Software testing forms a key component of the software development life cycle. It helps keep a check on several parameters of the software. For example, software testing will ensure that your software or application platform doesn’t crash every other minute, accepts all valid inputs in the data from the user, provides the desirable experience along with taking care of the proper functioning of the UI/UX.
In other words, software testing forms the backbone of any application software. It helps businesses provide an unparalleled level of experience to the user, along with making sure that the experience stays unaltered. After all, imagine yourself in the scenario of the customer. How would you feel to open application software on your personal computer only to find that it crashes every 10 seconds? Doesn’t sound good! It and many more such issues are what software testers aim to resolve from the customer’s end.
The goal of software testing is pretty straightforward- provide a robust software experience to the end-user by making sure that all the use cases are tested before the release. When use cases are already tested in different scenarios, testers are often able to find out faults if there are any in the software. As a result, there is a seamless transfer of experiences to the customer, keeping both the business as well as the customer happy towards the end of the day.
Different Kinds of Testing
But there’s more to testing that what meets the eye, while there are manual and automated forms of testing that people usually talk about, there are other subdivisions of testing that break down the complex process into small details. Every tested software is a collaborated effort of the manual and automated testing procedure.
It is because even today with the advancement of technology, a lot of testing relies heavily on manual tasks rather than automated. One big example of this is the UI/UX testing, where the user’s experience to the front end is determined. Similarly, testing can be broadly classified into two categories known as functional and non-functional testing.
Especially with the software testing company growing at an unprecedented rate, there is a lot of scope for testers. While software testing heavily relies on agile methodologies such as DevOps that form the basis of testing for a majority of applications, other technologies such as artificial intelligence and machine learning also come into the picture. Having said this, developers are turning towards these technologies for both functional and non-functional testing procedures.

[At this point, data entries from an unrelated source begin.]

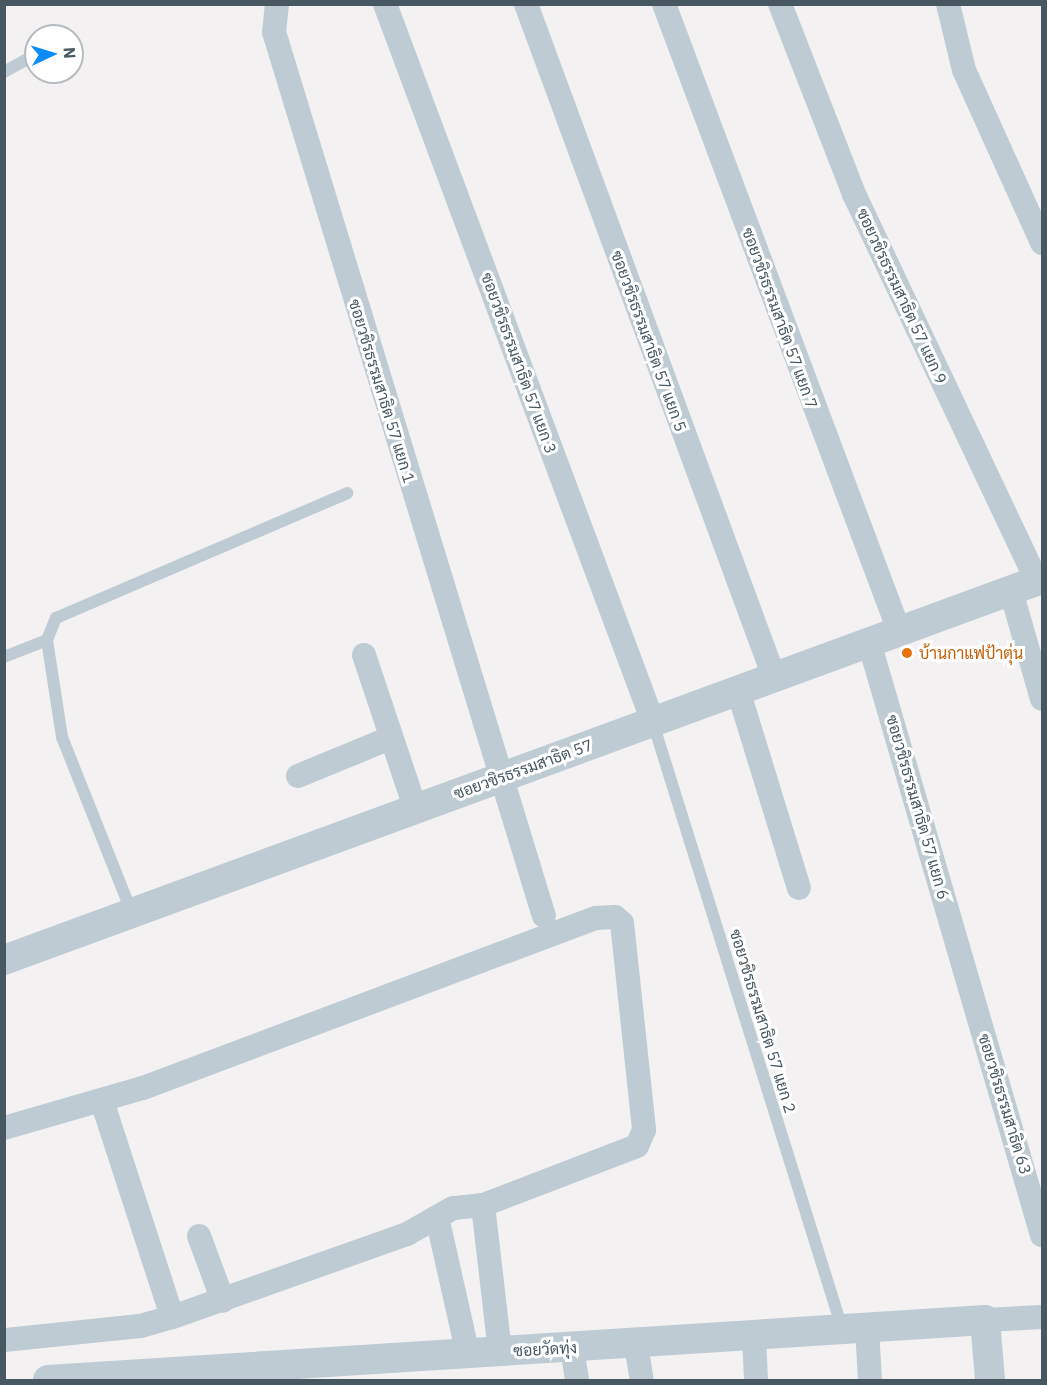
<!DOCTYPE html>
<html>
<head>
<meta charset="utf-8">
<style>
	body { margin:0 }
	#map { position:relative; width:1047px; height:1385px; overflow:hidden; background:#f4f1f2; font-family:"IBM Plex Sans",Sarabun,sans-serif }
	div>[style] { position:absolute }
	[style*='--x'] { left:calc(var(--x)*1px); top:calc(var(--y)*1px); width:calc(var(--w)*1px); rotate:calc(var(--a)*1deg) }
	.service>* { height:12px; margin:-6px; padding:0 6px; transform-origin:6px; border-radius:6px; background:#becbd2 }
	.minor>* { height:24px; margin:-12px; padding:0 12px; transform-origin:12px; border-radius:12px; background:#becbd2 }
	.tertiary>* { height:30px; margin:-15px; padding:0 15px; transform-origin:15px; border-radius:15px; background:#becbd2 }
	.dots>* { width:16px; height:16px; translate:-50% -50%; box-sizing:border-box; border:3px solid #fff; border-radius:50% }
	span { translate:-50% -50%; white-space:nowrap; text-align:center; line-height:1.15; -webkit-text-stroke:6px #fff; paint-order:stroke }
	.street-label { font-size:16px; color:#475861 }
	.food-label { font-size:16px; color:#c56008 }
	.left { translate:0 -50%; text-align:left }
	.frame { position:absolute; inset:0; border:6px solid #475861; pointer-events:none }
	.north { position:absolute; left:24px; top:24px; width:60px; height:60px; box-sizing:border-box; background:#fff; border:2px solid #b5bcc0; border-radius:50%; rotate:86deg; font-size:16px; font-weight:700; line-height:24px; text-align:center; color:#475861 }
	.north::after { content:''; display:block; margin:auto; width:21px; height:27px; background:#0c8cf4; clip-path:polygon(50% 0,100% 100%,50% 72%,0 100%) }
</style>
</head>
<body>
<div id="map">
	<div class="service">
		<div style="--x:4;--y:72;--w:37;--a:-29"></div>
		<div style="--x:4;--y:657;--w:46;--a:-21.6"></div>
		<div style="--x:653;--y:723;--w:634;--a:72.65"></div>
		<div style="--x:132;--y:913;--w:189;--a:-111.7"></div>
		<div style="--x:62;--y:737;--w:98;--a:-98.8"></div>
		<div style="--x:47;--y:640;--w:24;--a:-68"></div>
		<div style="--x:56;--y:618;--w:317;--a:-23.2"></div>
	</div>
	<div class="minor">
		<div style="--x:277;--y:4;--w:28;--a:96"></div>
		<div style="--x:274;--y:32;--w:924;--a:73.02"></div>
		<div style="--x:385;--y:4;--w:766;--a:69.53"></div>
		<div style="--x:526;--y:4;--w:717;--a:69.77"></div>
		<div style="--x:664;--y:4;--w:670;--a:69.45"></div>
		<div style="--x:780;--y:4;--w:204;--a:68.7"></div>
		<div style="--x:854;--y:194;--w:428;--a:64.7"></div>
		<div style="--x:948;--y:4;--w:68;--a:76.4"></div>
		<div style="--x:964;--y:70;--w:190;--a:65.7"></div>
		<div style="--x:1011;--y:591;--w:112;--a:74"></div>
		<div style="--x:869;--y:642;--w:618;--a:73.74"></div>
		<div style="--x:364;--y:655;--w:160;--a:71.5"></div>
		<div style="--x:738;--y:690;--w:207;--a:72.9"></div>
		<div style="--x:298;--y:776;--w:100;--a:-22.4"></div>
		<div style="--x:102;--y:1101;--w:227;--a:72"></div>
		<div style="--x:4;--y:1128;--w:145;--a:-16.1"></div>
		<div style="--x:143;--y:1088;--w:484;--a:-20.6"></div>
		<div style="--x:596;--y:918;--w:19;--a:-3"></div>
		<div style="--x:615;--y:917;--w:9;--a:41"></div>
		<div style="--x:622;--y:923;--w:208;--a:83.9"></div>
		<div style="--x:644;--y:1130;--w:17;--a:114"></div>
		<div style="--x:637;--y:1146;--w:165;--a:159"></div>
		<div style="--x:483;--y:1205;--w:30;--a:174"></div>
		<div style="--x:453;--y:1208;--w:53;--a:150.5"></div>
		<div style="--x:407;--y:1234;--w:249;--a:160.5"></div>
		<div style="--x:172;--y:1317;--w:33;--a:164"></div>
		<div style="--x:140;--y:1326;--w:137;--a:174.1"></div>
		<div style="--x:483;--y:1205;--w:148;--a:83.4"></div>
		<div style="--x:437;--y:1217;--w:141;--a:77.3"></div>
		<div style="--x:199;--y:1236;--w:69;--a:69.7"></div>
		<div style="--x:985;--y:1320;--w:57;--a:-3"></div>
		<div style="--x:867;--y:1329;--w:51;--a:86.6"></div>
		<div style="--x:754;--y:1336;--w:44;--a:87.4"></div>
		<div style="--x:636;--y:1344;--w:36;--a:81"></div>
		<div style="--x:572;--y:1348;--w:32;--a:81"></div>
	</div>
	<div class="tertiary">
		<div style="--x:4;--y:960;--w:1106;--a:-20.16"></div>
		<div style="--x:48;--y:1380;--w:939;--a:-3.66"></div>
		<div style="--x:985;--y:1320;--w:60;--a:85.2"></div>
	</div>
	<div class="dots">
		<div style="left:907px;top:653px;background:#e8710a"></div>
	</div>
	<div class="street-label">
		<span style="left:902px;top:296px;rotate:65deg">ซอยวชิรธรรมสาธิต 57 แยก 9</span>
		<span style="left:780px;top:318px;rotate:70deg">ซอยวชิรธรรมสาธิต 57 แยก 7</span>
		<span style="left:649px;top:341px;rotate:70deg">ซอยวชิรธรรมสาธิต 57 แยก 5</span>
		<span style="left:519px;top:363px;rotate:70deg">ซอยวชิรธรรมสาธิต 57 แยก 3</span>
		<span style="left:382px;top:391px;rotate:73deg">ซอยวชิรธรรมสาธิต 57 แยก 1</span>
		<span style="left:523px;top:769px;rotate:-20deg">ซอยวชิรธรรมสาธิต 57</span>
		<span style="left:918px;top:807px;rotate:74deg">ซอยวชิรธรรมสาธิต 57 แยก 6</span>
		<span style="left:763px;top:1021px;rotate:73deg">ซอยวชิรธรรมสาธิต 57 แยก 2</span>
		<span style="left:1005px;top:1104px;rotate:73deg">ซอยวชิรธรรมสาธิต 63</span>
		<span style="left:545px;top:1349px;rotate:-3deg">ซอยวัดทุ่ง</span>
	</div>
	<div class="food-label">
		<span class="left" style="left:919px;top:653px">บ้านกาแฟป้าตุ่น</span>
	</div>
	<div class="frame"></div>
	<div class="north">N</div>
</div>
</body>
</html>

It is natural to wonder what these functional and non-functional testing procedures are and how do they create a difference in the world of software testing. To understand it in more details, let us take a deeper look at these-
It is imperative to understand that when application software is designed, it has both functional and non-functional aspects to it. Functional aspects of the software would refer to aspects such as technical details, data manipulation, data processing, etc.
In other words, it is carried out to ensure that every feature of the application works in perfect condition before it is delivered to the customer. Many people also refer to functional testing as a type of black-box testing whee each aspect of the functioning of the software is tested in detail by giving it a set of input.
Once the input values are given for different functions, their corresponding responses are monitored, and faults are identified. While functional testing doesn’t refer to one method or class of a module, it goes onto testing the entire slice of one particular function of the system.
Functional testing mainly concentrates its efforts on the following factors such as error validation, major functionalities align with the basic usability of the application software. While software must be user-friendly and help the user navigate freely across different windows and screens it should also check whether suitable messages are displayed when an error occurs. For example, if the user enters their name in place of a phone number, the functionality must be able to show the error informing the user to enter the valid input details.
Based on the user requirement, functional testing can be further divided into factors such as unit testing, smoke testing, sanity testing, integration testing, regression testing, user acceptance testing among others. These help in testing the application software at different levels such as its smallest unit, its initial software build, stable software build among others.